I picked up my pace. This time I called the campus police, who went to his house to warn him to leave me alone. I haven’t seen or heard from him again. But a black woman can never say “never,” just “not yet.”
It wasn’t the first time I had felt threatened by a white male student. Eleven years ago, a white boy punched the wall as I walked past him. He didn’t like his grade, but even more he resented the diversity requirement that had brought him to my course. I was afraid but chose to walk by with my head held high, practicing the black stoicism I had inherited from my maternal line. The punch taught me something, though. Now I include a deportment grade on my syllabus. I use it, quite explicitly, to police bad manners and disrespect.
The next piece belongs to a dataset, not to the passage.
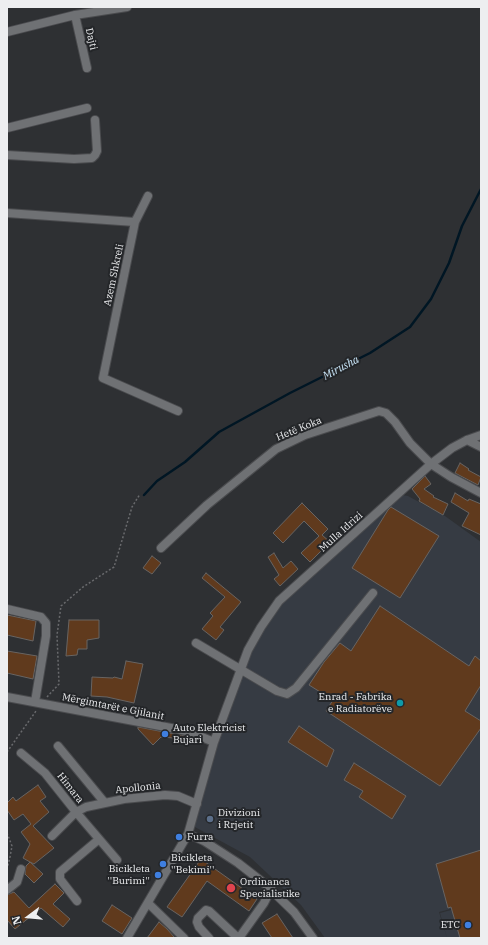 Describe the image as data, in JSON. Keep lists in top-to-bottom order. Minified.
{"streets":{"street":["Dajti","Azem Shkreli","Hetë Koka","Mulla Idrizi","Mërgimtarët e Gjilanit","Himara","Apollonia"]},"crossings":[["Hetë Koka","Mulla Idrizi"],["Mulla Idrizi","Mërgimtarët e Gjilanit"],["Mulla Idrizi","Apollonia"],["Himara","Apollonia"]],"water":["Mirusha"],"places":["Enrad - Fabrika e Radiatorëve","Auto Elektricist Bujari","Divizioni i Rrjetit","Furra","Bicikleta ''Bekimi''","Bicikleta ''Burimi''","Ordinanca Specialistike","ETC"],"north":"left"} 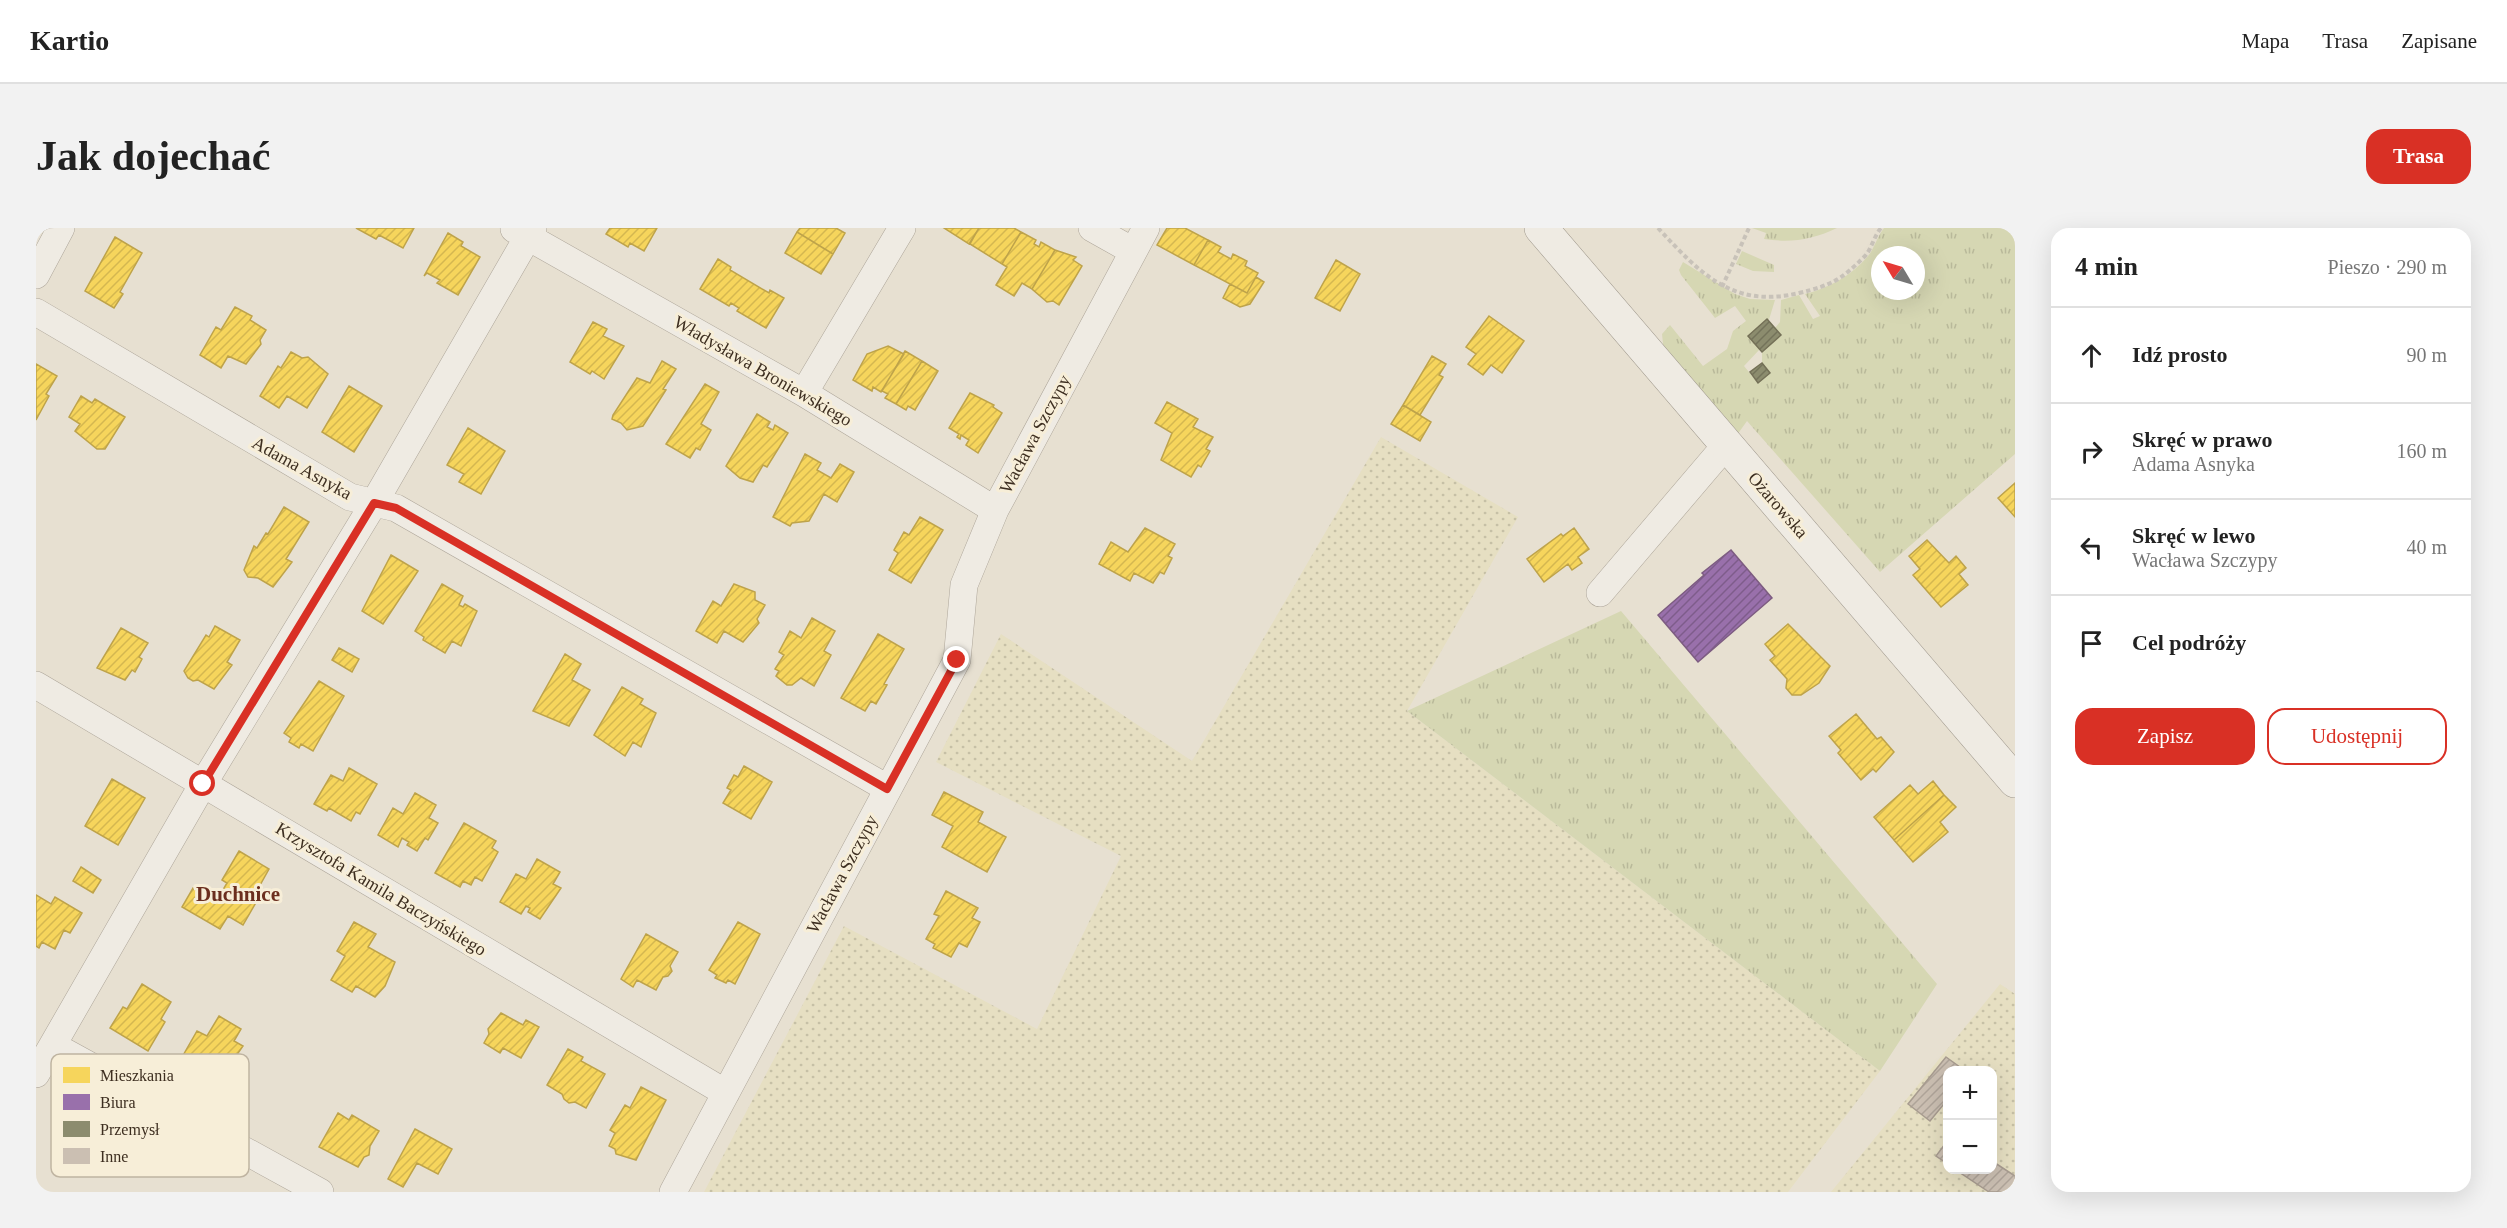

But at the time, I didn’t tell anyone about the punch. When I mentioned it to the dean of students months later, she scolded me kindly for not bringing it to her attention when it happened. I hadn’t told her at the time because I did not presume that my institution would protect me.
I live inside of books, fortresses of human feeling. I live inside of many fortresses. When I was a kid, I lived inside the fortress of my imagination. Since I became a teacher, my classrooms have always been fortresses, sanctuaries, islands: places for my students and me to feel safe, to consider the sacred, to be free. Inside those fortresses are students of all stripes, including serious and lovely young white men.
It might be too easy to say that when the white boy punched the wall, I didn’t flinch because my fortresses felt fortified by something greater than fear in the Obama years. But it is exactly correct to say that in these Trump years it is much more difficult to protect my fortresses from rage and fear, knowing that I cannot predict what might be waiting at the gates.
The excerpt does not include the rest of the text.